Second, public lawyers have justifiably been curious about the use and effectiveness of the accountability mechanisms that exist: to what extent are the accountability mechanisms that are available for use by citizens actually put into action? In what ways do accountability mechanisms make a difference to the ways in which public bodies work? Such questions are not only of intrinsic interest. They also relate to normative and doctrinal questions - the bread and butter of public law scholarship. For example, some questions of impact, such as the potential effects on public service delivery of damages payments in tort or human rights cases, are doctrinally relevant (King, 2007). Equally, normative debates in public law, such as the appropriateness of state liability in tort law (e.g. Harlow, 2004; Halliday et al., 2011) or about changes in the heads of review in administrative law (King, 2010), can and should draw on questions of impact (Richardson and Sunkin, 1996). Much of public law debate rests on explicit or implicit empirical assumptions about constitutional operations. Legal research that reveals the practices of public entities, accordingly, has a general importance.

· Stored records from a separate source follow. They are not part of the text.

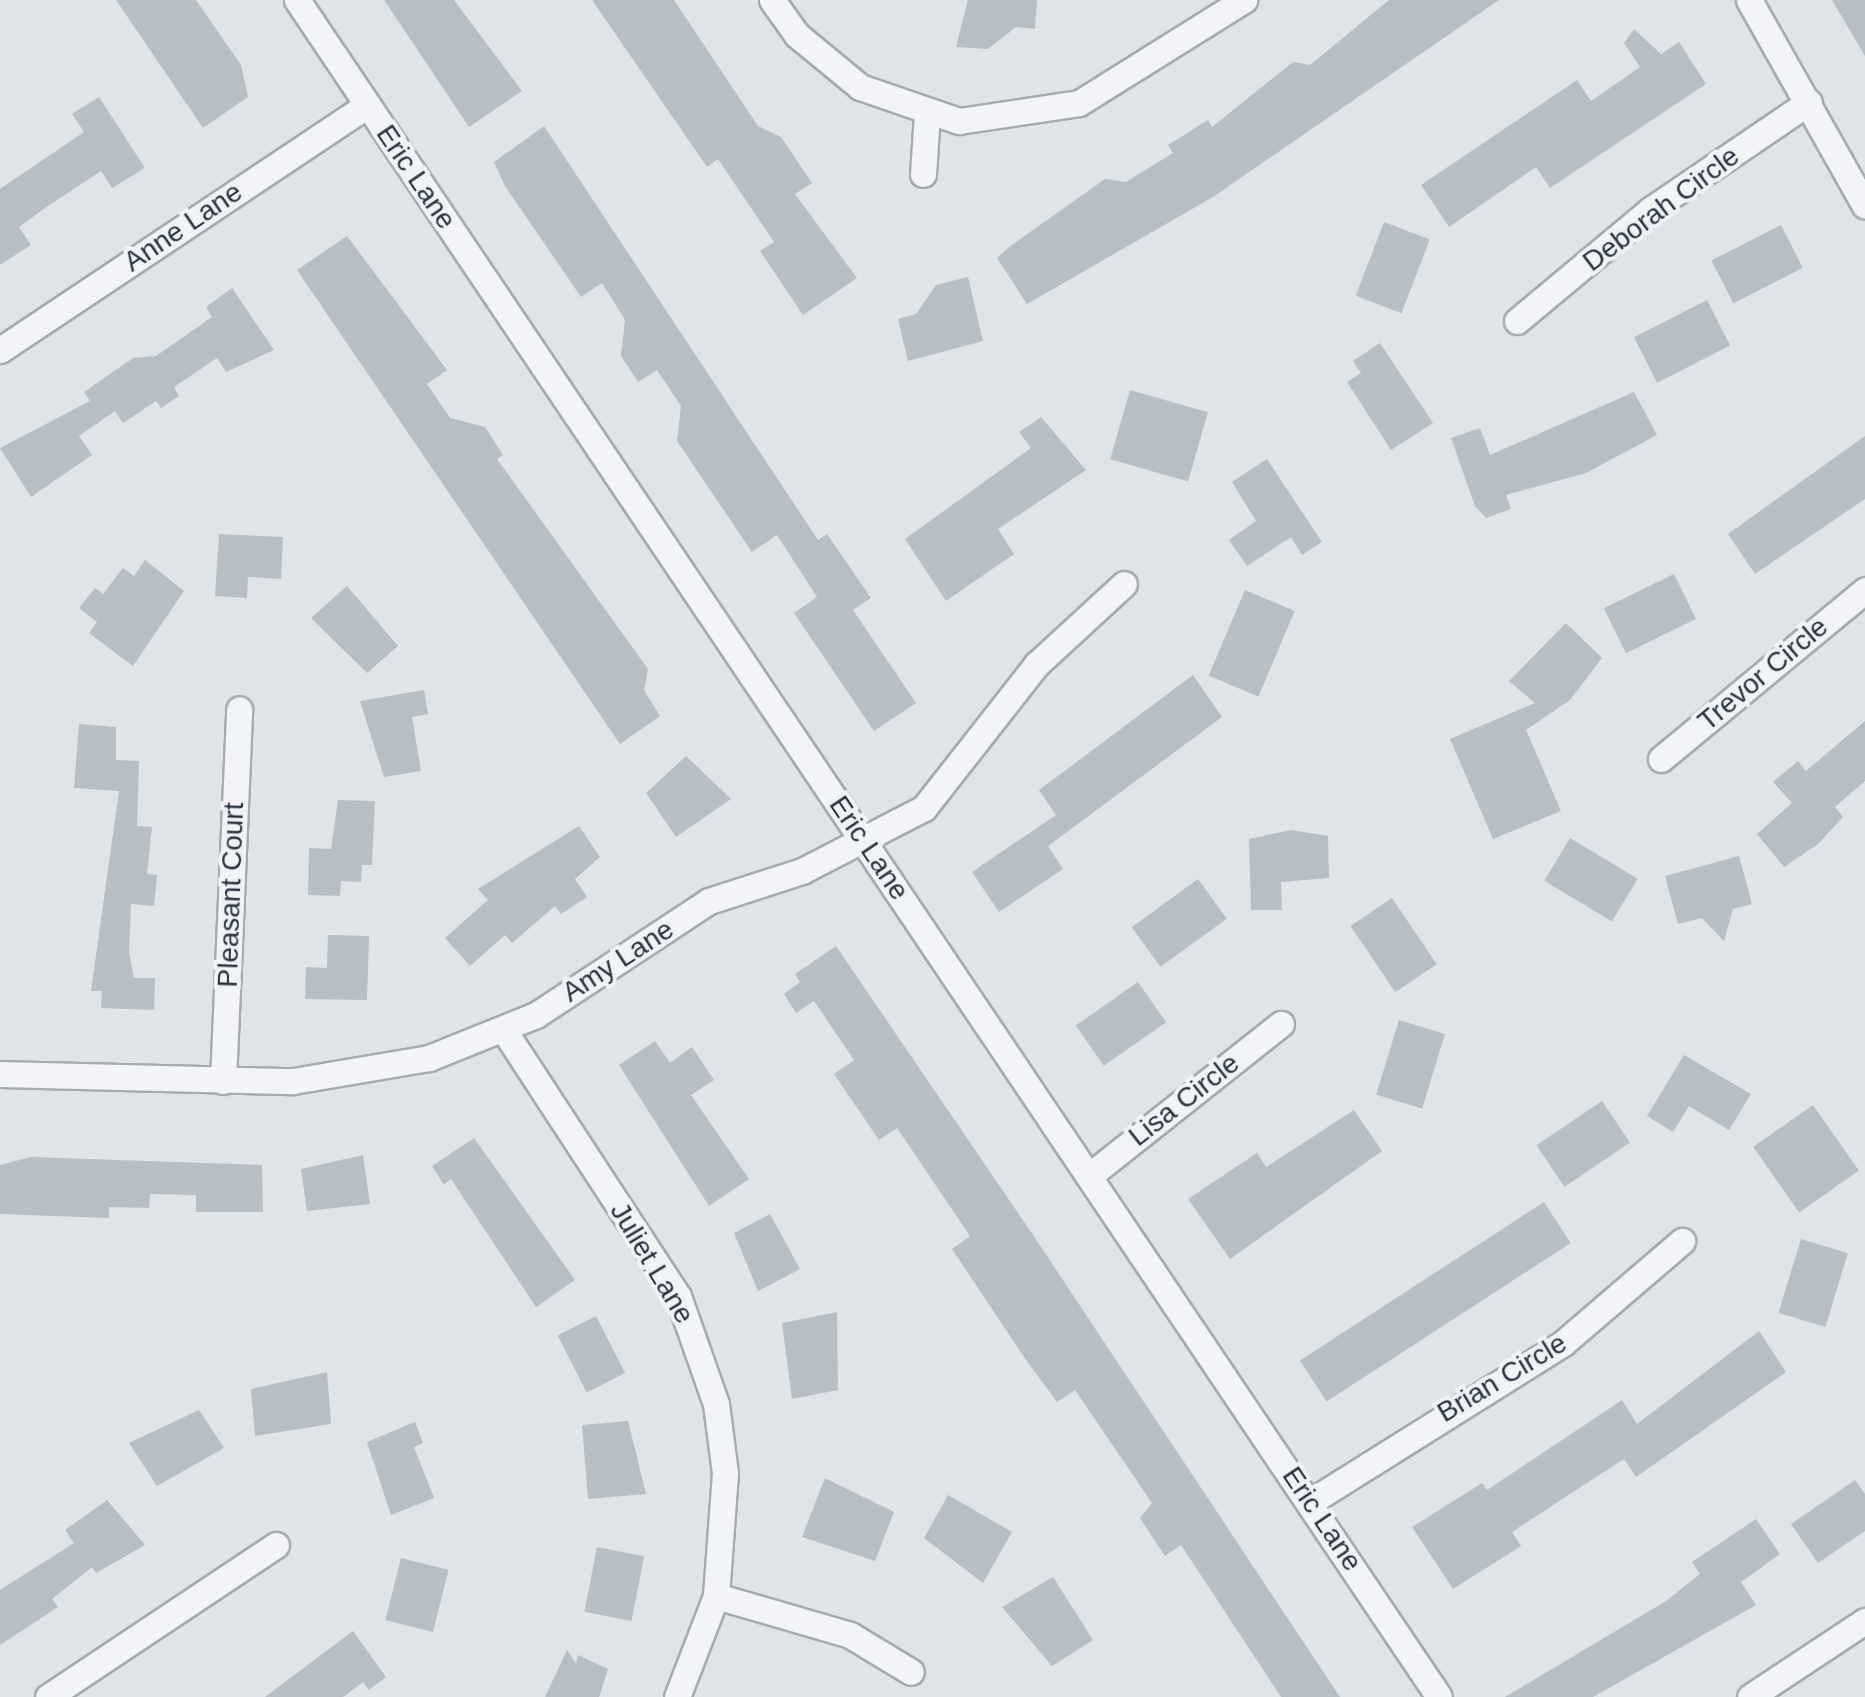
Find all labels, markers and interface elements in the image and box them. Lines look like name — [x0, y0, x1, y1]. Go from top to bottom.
street label: Eric Lane — [369, 119, 463, 235]
street label: Deborah Circle — [1576, 139, 1746, 279]
street label: Anne Lane — [117, 175, 249, 279]
street label: Trevor Circle — [1691, 610, 1835, 738]
street label: Eric Lane — [822, 790, 916, 906]
street label: Pleasant Court — [211, 802, 251, 988]
street label: Amy Lane — [556, 913, 680, 1009]
street label: Lisa Circle — [1122, 1047, 1246, 1153]
street label: Juliet Lane — [603, 1196, 701, 1330]
street label: Brian Circle — [1431, 1326, 1573, 1430]
street label: Eric Lane — [1275, 1461, 1369, 1577]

Some empirical legal researchers have sought to reveal the realities of primary and secondary legislative processes (e.g. Griffiths, 1974; Page, 2001), though much more research on legislative process would be welcome. Equally, the operations of accountability mechanisms themselves have been a focus of enquiry including work on the courts (e.g. Paterson, 1982), tribunals (e.g. Baldwin et alv 1992; Thomas, 2011), ombudsmen (e.g. Buck et al., 2011), administrative review schemes (e.g. Buck, 1998; Sunkin and Pick, 2001; Cowan and Halliday, 2003) and complaints systems (e.g. Mulcahy, 2003). Other empirical legal research under this heading can be understood as a response to emerging forms of governance and represent attempts to understand their operation and significance. For example, a number of UK scholars have explored the increased role of contracts within governmental operations (e.g. Davies, 2001; Vincent-Jones, 2006). Relatedly, but more broadly, the rise of the regulatory state has brought with it the rise of regulation scholarship. The study of governance through regulation is much too extensive to capture well in this chapter. Some helpful introductory and law- related texts are available (e.g. Baldwin and McCrudden, 1987; Baldwin et al., 1998; Morgan and Yeung, 2007; Harlow and Rawlings, 2009). It is sufficient to note for the purposes of this section that a great deal of this research has sought to reveal the ways in which various regulators operate (e.g. Hawkins, 1984 and 2002; Baldwin, 1995; Black, 1997; Hall et al., 2000). Comparatively much less research has sought to reveal how public bodies respond to regulation (e.g. Hood et al., 1999; Bevan and Hood, 2006).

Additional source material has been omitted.